== Segment start ==

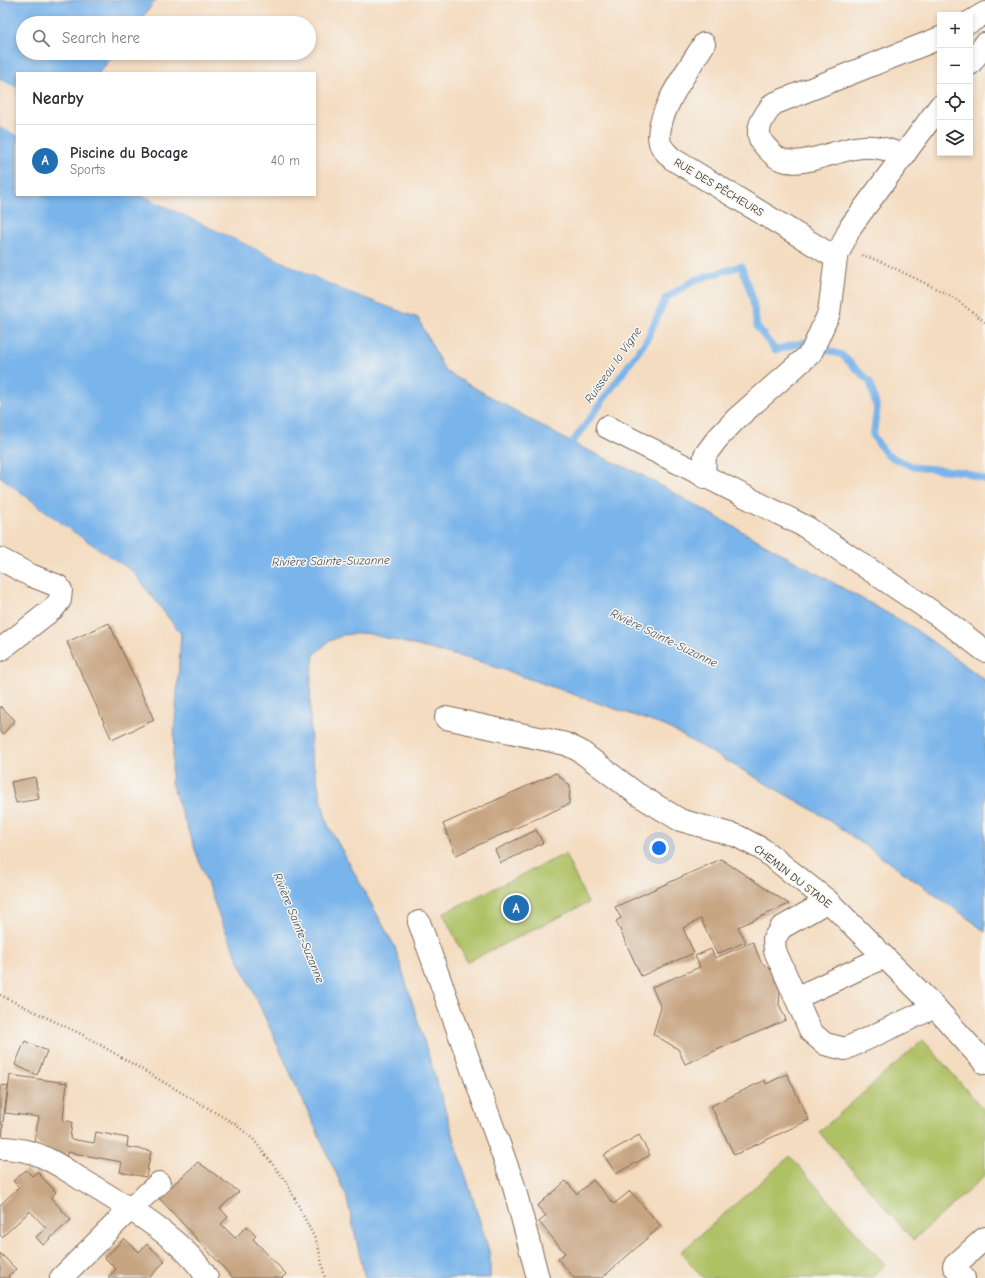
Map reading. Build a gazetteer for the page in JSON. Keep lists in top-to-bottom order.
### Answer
{
  "streets": {
    "street": ["RUE DES PÊCHEURS", "CHEMIN DU STADE"]
  },
  "water": ["Ruisseau la Vigne", "Rivière Sainte-Suzanne"],
  "page": {
    "map_buttons": ["+", "−"],
    "search": "Search here",
    "heading": "Nearby",
    "list": [
      {
        "mark": "A",
        "name": "Piscine du Bocage",
        "note": "Sports",
        "value": "40 m"
      }
    ],
    "pins": "A"
  }
}
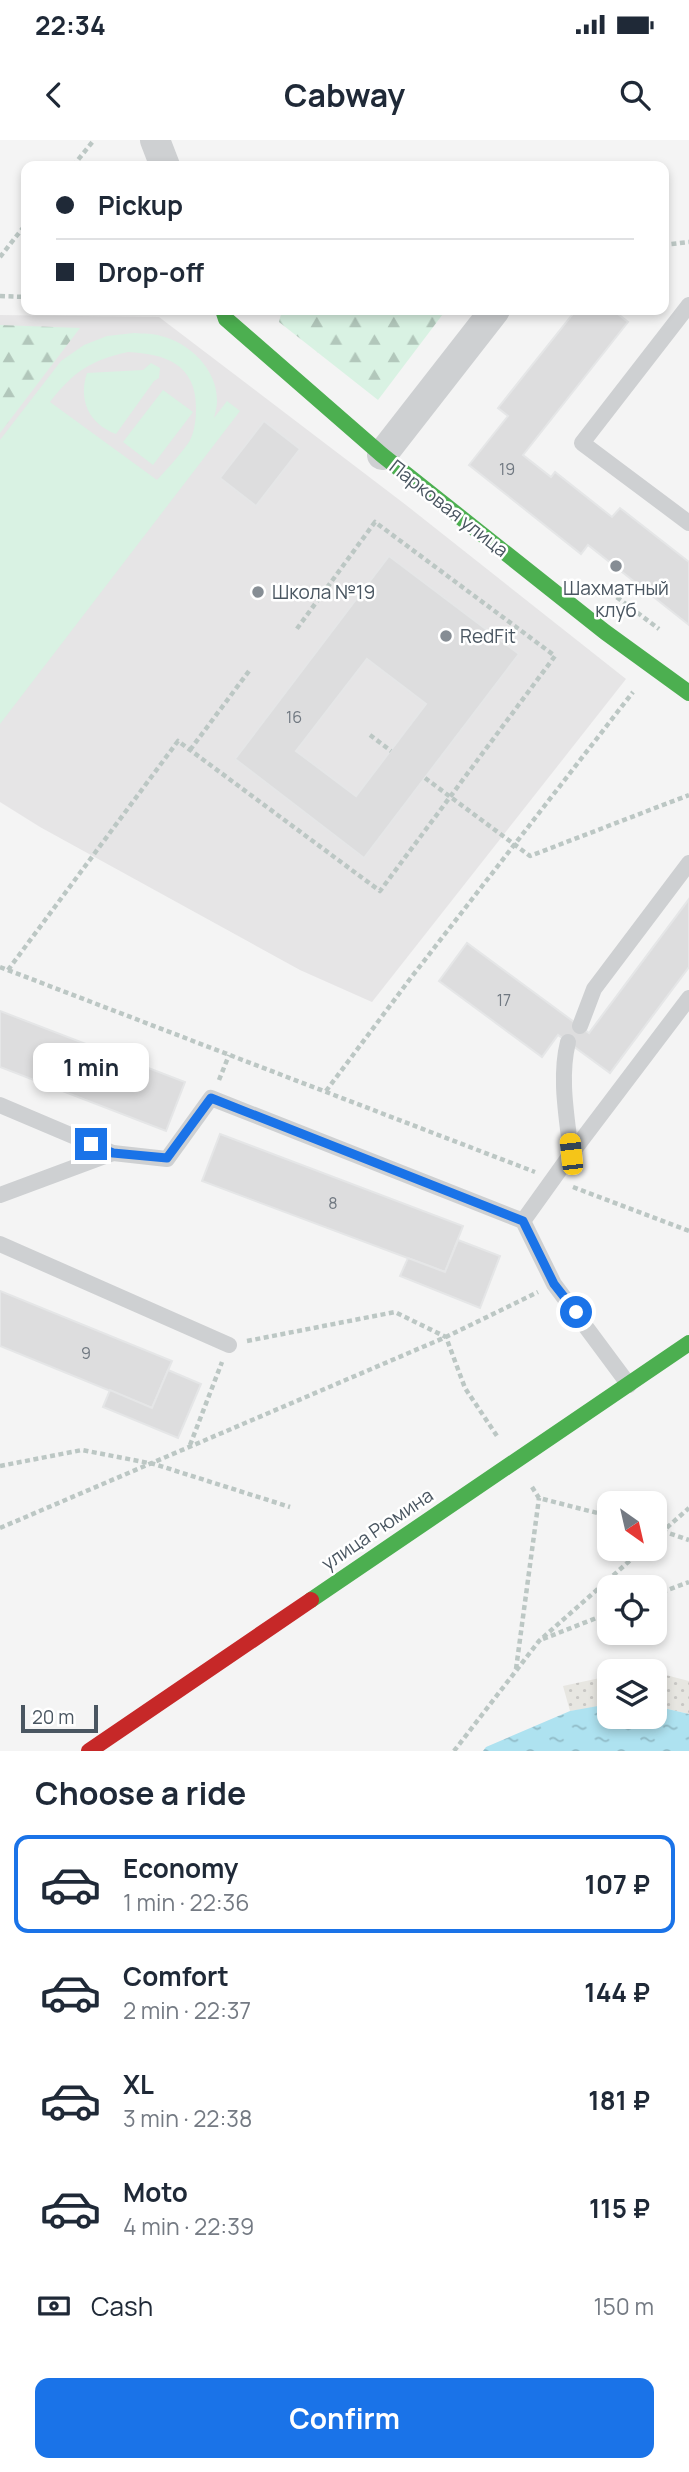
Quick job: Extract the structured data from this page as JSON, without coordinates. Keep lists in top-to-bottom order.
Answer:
{
  "streets": {
    "main road": ["Парковая улица", "улица Рюмина"]
  },
  "places": ["Шахматный клуб", "Школа №19", "RedFit"],
  "house_numbers": [
    "19",
    "16",
    "17",
    "8",
    "9"
  ],
  "scale_bar": "20 m",
  "north": "bottom right",
  "page": {
    "status": "22:34",
    "header": "Cabway",
    "banner": ["Pickup", "Drop-off"],
    "bubble": "1 min",
    "scale": "20 m",
    "heading": "Choose a ride",
    "list": [
      {
        "name": "Economy",
        "note": "1 min · 22:36",
        "value": "107 ₽"
      },
      {
        "name": "Comfort",
        "note": "2 min · 22:37",
        "value": "144 ₽"
      },
      {
        "name": "XL",
        "note": "3 min · 22:38",
        "value": "181 ₽"
      },
      {
        "name": "Moto",
        "note": "4 min · 22:39",
        "value": "115 ₽"
      }
    ],
    "pay": ["Cash", "150 m"],
    "buttons": "Confirm"
  }
}
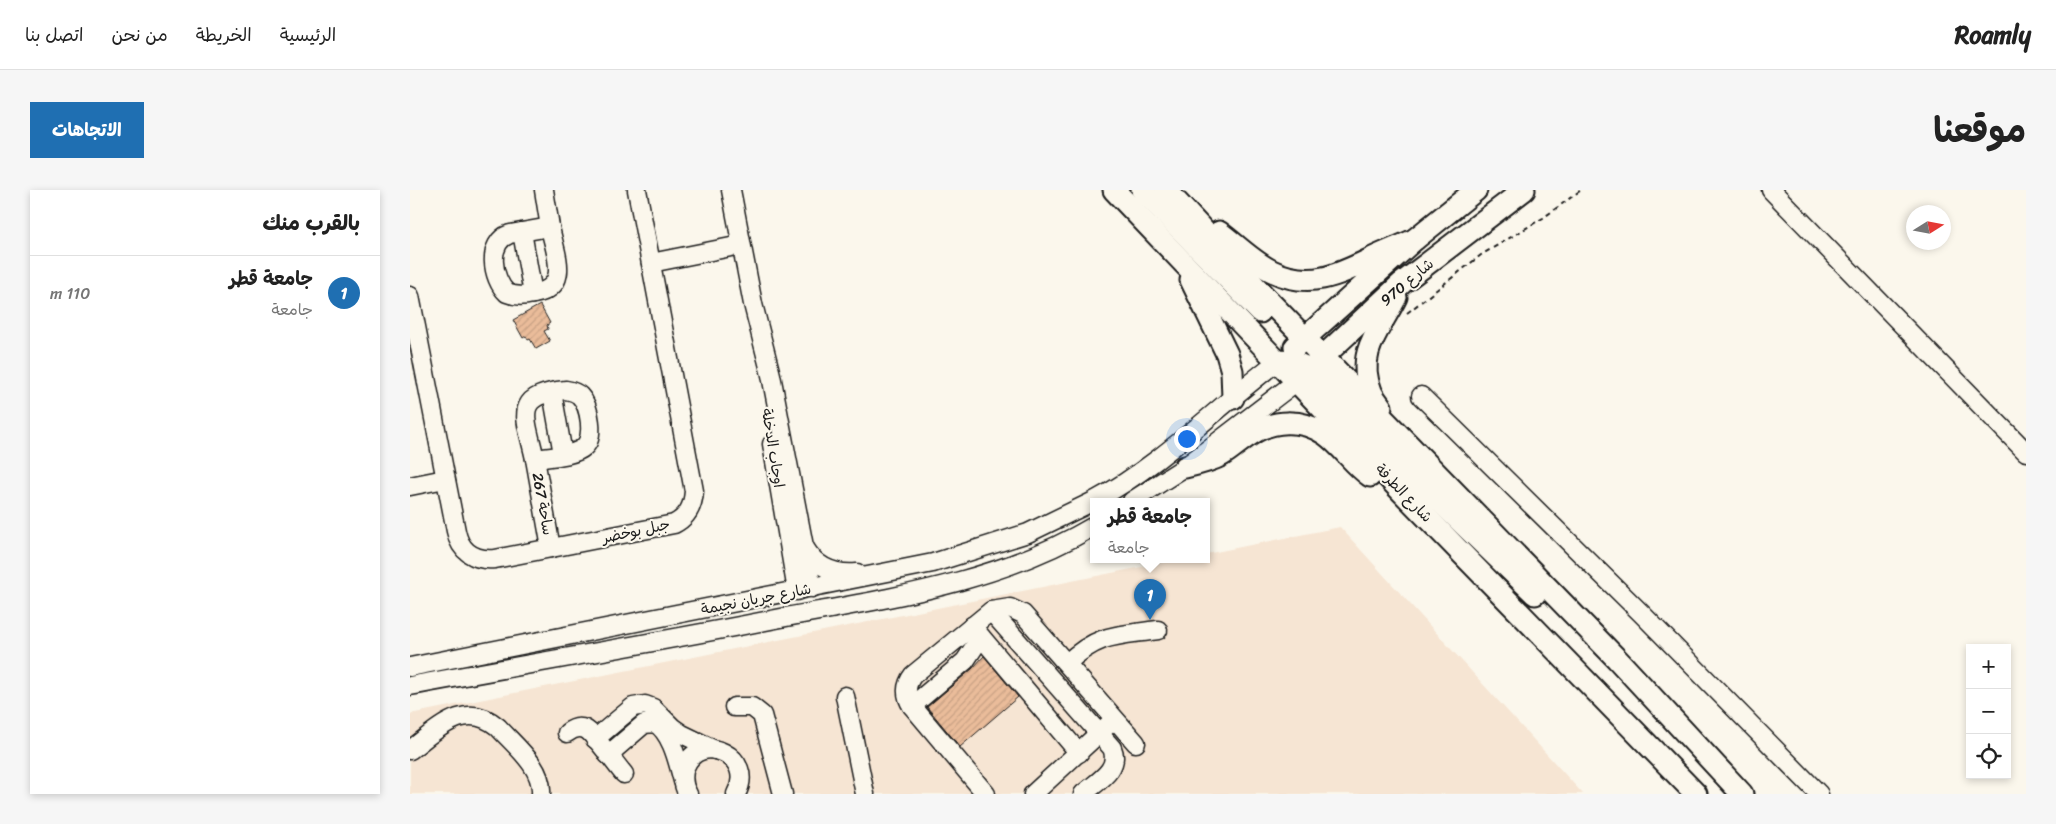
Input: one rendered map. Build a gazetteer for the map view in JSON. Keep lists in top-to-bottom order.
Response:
{
  "streets": {
    "main road": ["شارع 970", "شارع الطرفة"],
    "street": [
      "اوجاب الدخلة",
      "ساحة 267",
      "جبل بوخضر",
      "شارع جريان نجيمة"
    ]
  },
  "crossings": [
    ["شارع 970", "شارع الطرفة"],
    ["شارع 970", "شارع جريان نجيمة"],
    ["اوجاب الدخلة", "شارع جريان نجيمة"],
    ["ساحة 267", "جبل بوخضر"]
  ],
  "north": "right",
  "page": {
    "header": "Roamly",
    "nav": [
      "الرئيسية",
      "الخريطة",
      "من نحن",
      "اتصل بنا"
    ],
    "title": "موقعنا",
    "buttons": "الاتجاهات",
    "heading": "بالقرب منك",
    "list": [
      {
        "mark": "1",
        "name": "جامعة قطر",
        "note": "جامعة",
        "value": "110 m"
      }
    ],
    "popup": ["جامعة قطر", "جامعة"],
    "pins": "1",
    "map_buttons": ["+", "−"]
  }
}
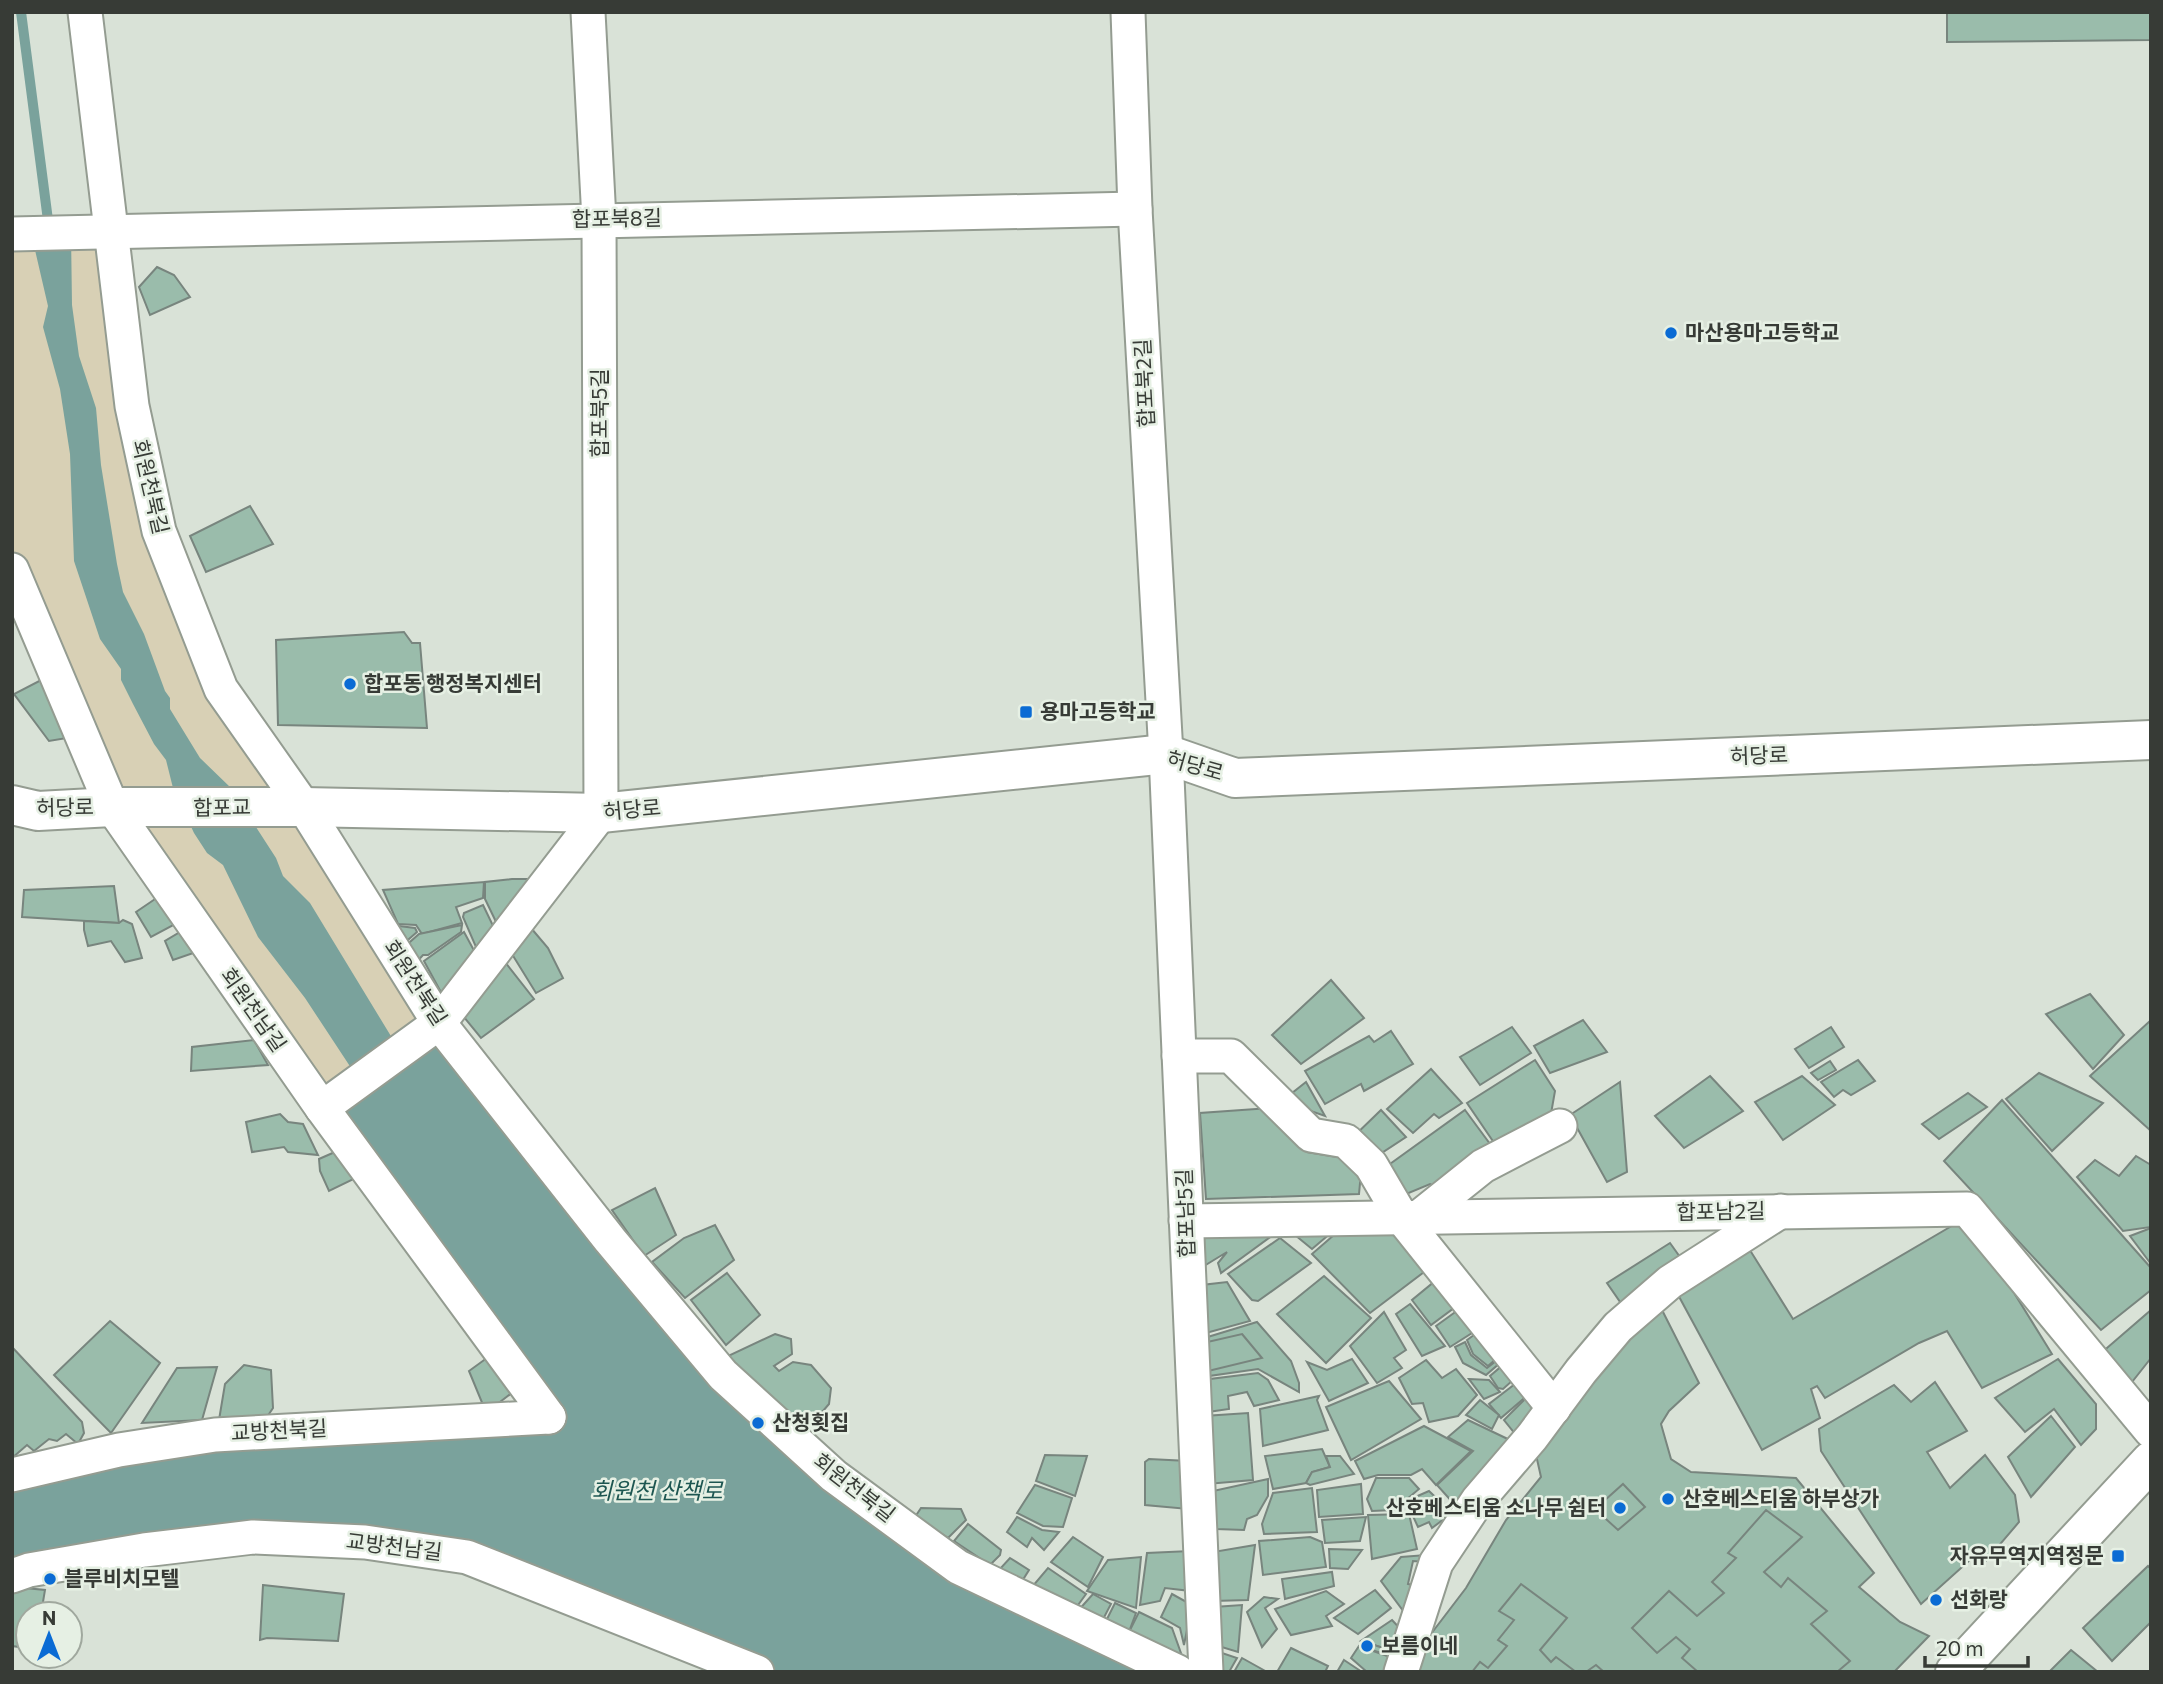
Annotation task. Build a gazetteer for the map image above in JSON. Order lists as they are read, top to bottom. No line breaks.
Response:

== Segment end ==

[Problem details]: Would you copy out all the data exactly, without the images?

[Solution to the exercise]:
Map reading. Build a gazetteer for the page in JSON. Keep lists in top-to-bottom order.
### Answer
{
  "streets": {
    "street": ["RUE DES PÊCHEURS", "CHEMIN DU STADE"]
  },
  "water": ["Ruisseau la Vigne", "Rivière Sainte-Suzanne"],
  "page": {
    "map_buttons": ["+", "−"],
    "search": "Search here",
    "heading": "Nearby",
    "list": [
      {
        "mark": "A",
        "name": "Piscine du Bocage",
        "note": "Sports",
        "value": "40 m"
      }
    ],
    "pins": "A"
  }
}
Quick job: Extract the structured data from this page as JSON, without coordinates. Keep lists in top-to-bottom order.
Answer:
{
  "streets": {
    "main road": ["Парковая улица", "улица Рюмина"]
  },
  "places": ["Шахматный клуб", "Школа №19", "RedFit"],
  "house_numbers": [
    "19",
    "16",
    "17",
    "8",
    "9"
  ],
  "scale_bar": "20 m",
  "north": "bottom right",
  "page": {
    "status": "22:34",
    "header": "Cabway",
    "banner": ["Pickup", "Drop-off"],
    "bubble": "1 min",
    "scale": "20 m",
    "heading": "Choose a ride",
    "list": [
      {
        "name": "Economy",
        "note": "1 min · 22:36",
        "value": "107 ₽"
      },
      {
        "name": "Comfort",
        "note": "2 min · 22:37",
        "value": "144 ₽"
      },
      {
        "name": "XL",
        "note": "3 min · 22:38",
        "value": "181 ₽"
      },
      {
        "name": "Moto",
        "note": "4 min · 22:39",
        "value": "115 ₽"
      }
    ],
    "pay": ["Cash", "150 m"],
    "buttons": "Confirm"
  }
}
Input: one rendered map. Build a gazetteer for the map view in JSON. Keep lists in top-to-bottom order.
Response:
{
  "streets": {
    "main road": ["شارع 970", "شارع الطرفة"],
    "street": [
      "اوجاب الدخلة",
      "ساحة 267",
      "جبل بوخضر",
      "شارع جريان نجيمة"
    ]
  },
  "crossings": [
    ["شارع 970", "شارع الطرفة"],
    ["شارع 970", "شارع جريان نجيمة"],
    ["اوجاب الدخلة", "شارع جريان نجيمة"],
    ["ساحة 267", "جبل بوخضر"]
  ],
  "north": "right",
  "page": {
    "header": "Roamly",
    "nav": [
      "الرئيسية",
      "الخريطة",
      "من نحن",
      "اتصل بنا"
    ],
    "title": "موقعنا",
    "buttons": "الاتجاهات",
    "heading": "بالقرب منك",
    "list": [
      {
        "mark": "1",
        "name": "جامعة قطر",
        "note": "جامعة",
        "value": "110 m"
      }
    ],
    "popup": ["جامعة قطر", "جامعة"],
    "pins": "1",
    "map_buttons": ["+", "−"]
  }
}
Annotation task. Build a gazetteer for the map image above in JSON. Order lists as they are read, top to bottom. No line breaks.
Response:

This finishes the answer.